Impacts of Artificial Intelligence | Editorial

ChatGPT, a new Artificial intelligence chatbot, is stirring up controversy, not just because of what it is and what it can do, but what may be coming.

There have been other AI chatbots, but ChatGPT has been touted as being close to holding a conversation with a human. It has been programmed to be friendly, with bigoted language supposedly nixed from its vocabulary. For some reason, this has caused its own controversy, but that’s a topic for another day. I want to focus on its uses to write articles, student papers, stories and poetry.

What does that mean for schools, journalism or art?

To delve into these questions, Professor of Journalism and Media Studies John V. Pavlik began to do some research. According to an article by the Rutgers School of Communication and Information, Pavlik asked ChatGPT “What is the meaning of journalism and its function?” The Chatbot answered him immediately. Its response, according to Pavlik was three well-written, coherent paragraphs that he said he felt he would have a hard time writing much better.

Pavlik found ChatGPT wrote generally; in complete sentences that seemed authoritative and were presented as common knowledge.
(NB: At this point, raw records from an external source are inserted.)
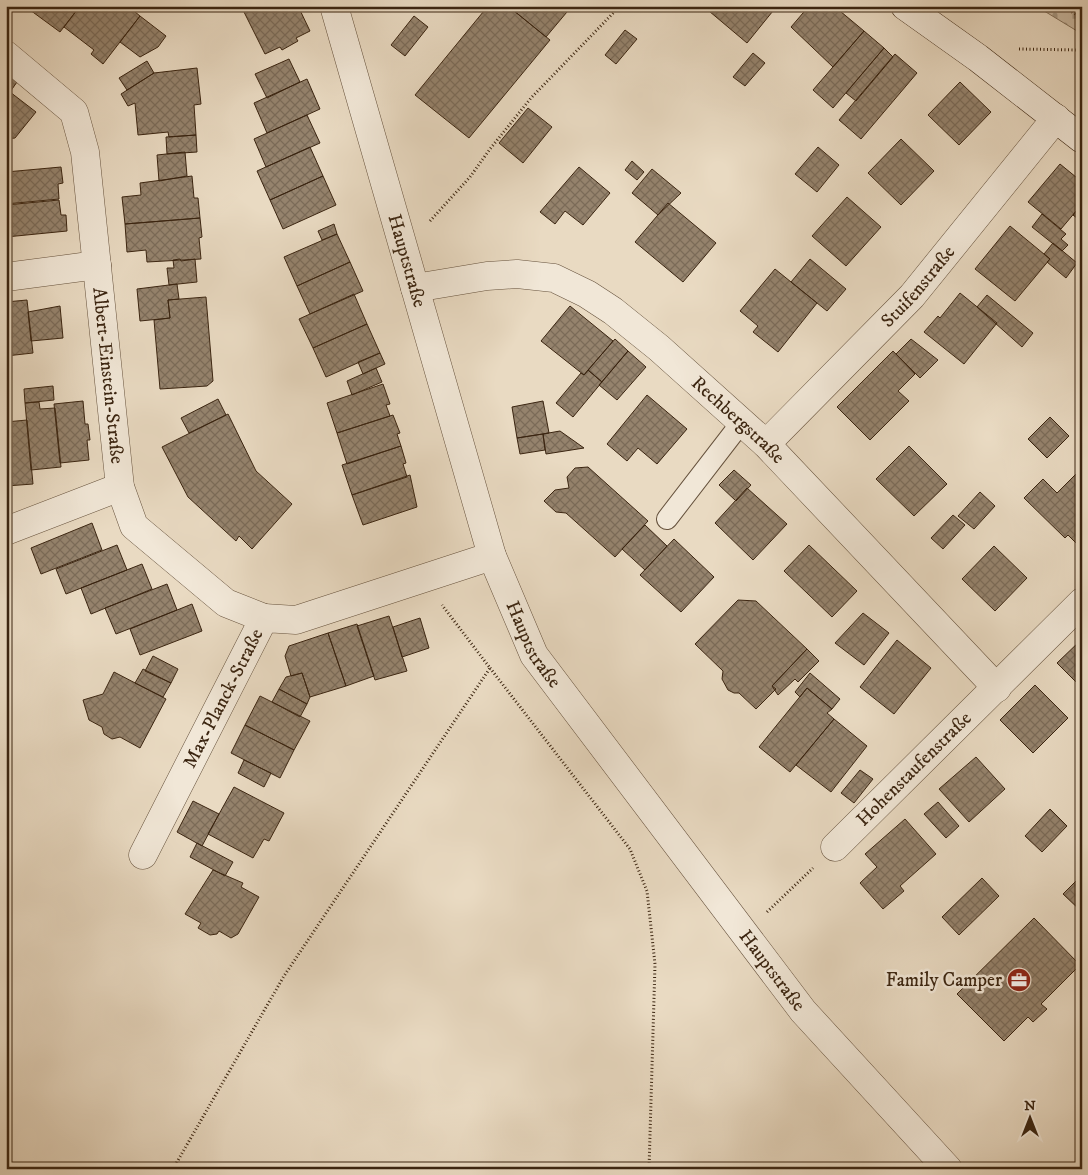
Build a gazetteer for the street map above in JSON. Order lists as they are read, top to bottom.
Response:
{
  "streets": {
    "street": [
      "Hauptstraße",
      "Stuifenstraße",
      "Albert-Einstein-Straße",
      "Rechbergstraße",
      "Max-Planck-Straße",
      "Hohenstaufenstraße"
    ]
  },
  "crossings": [
    ["Hauptstraße", "Rechbergstraße"],
    ["Hauptstraße", "Max-Planck-Straße"],
    ["Stuifenstraße", "Rechbergstraße"],
    ["Albert-Einstein-Straße", "Max-Planck-Straße"],
    ["Rechbergstraße", "Hohenstaufenstraße"]
  ],
  "places": {
    "office": ["Family Camper"]
  },
  "north": "top"
}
However, no sources were cited. Revealing sources may be something ChatGPT can eventually be programmed to do, a competing tool, already does.

Pavlik’s research identified a multitude of ways ChatGPT could benefit both journalism and media education, but the list of ways it might pose problems and even dangers was even longer. One positive, his research found, is that ChatGPT can potentially be incredibly useful as a reference or search tool. It can provide background information or ideas, in much the same way students and journalists already use Google.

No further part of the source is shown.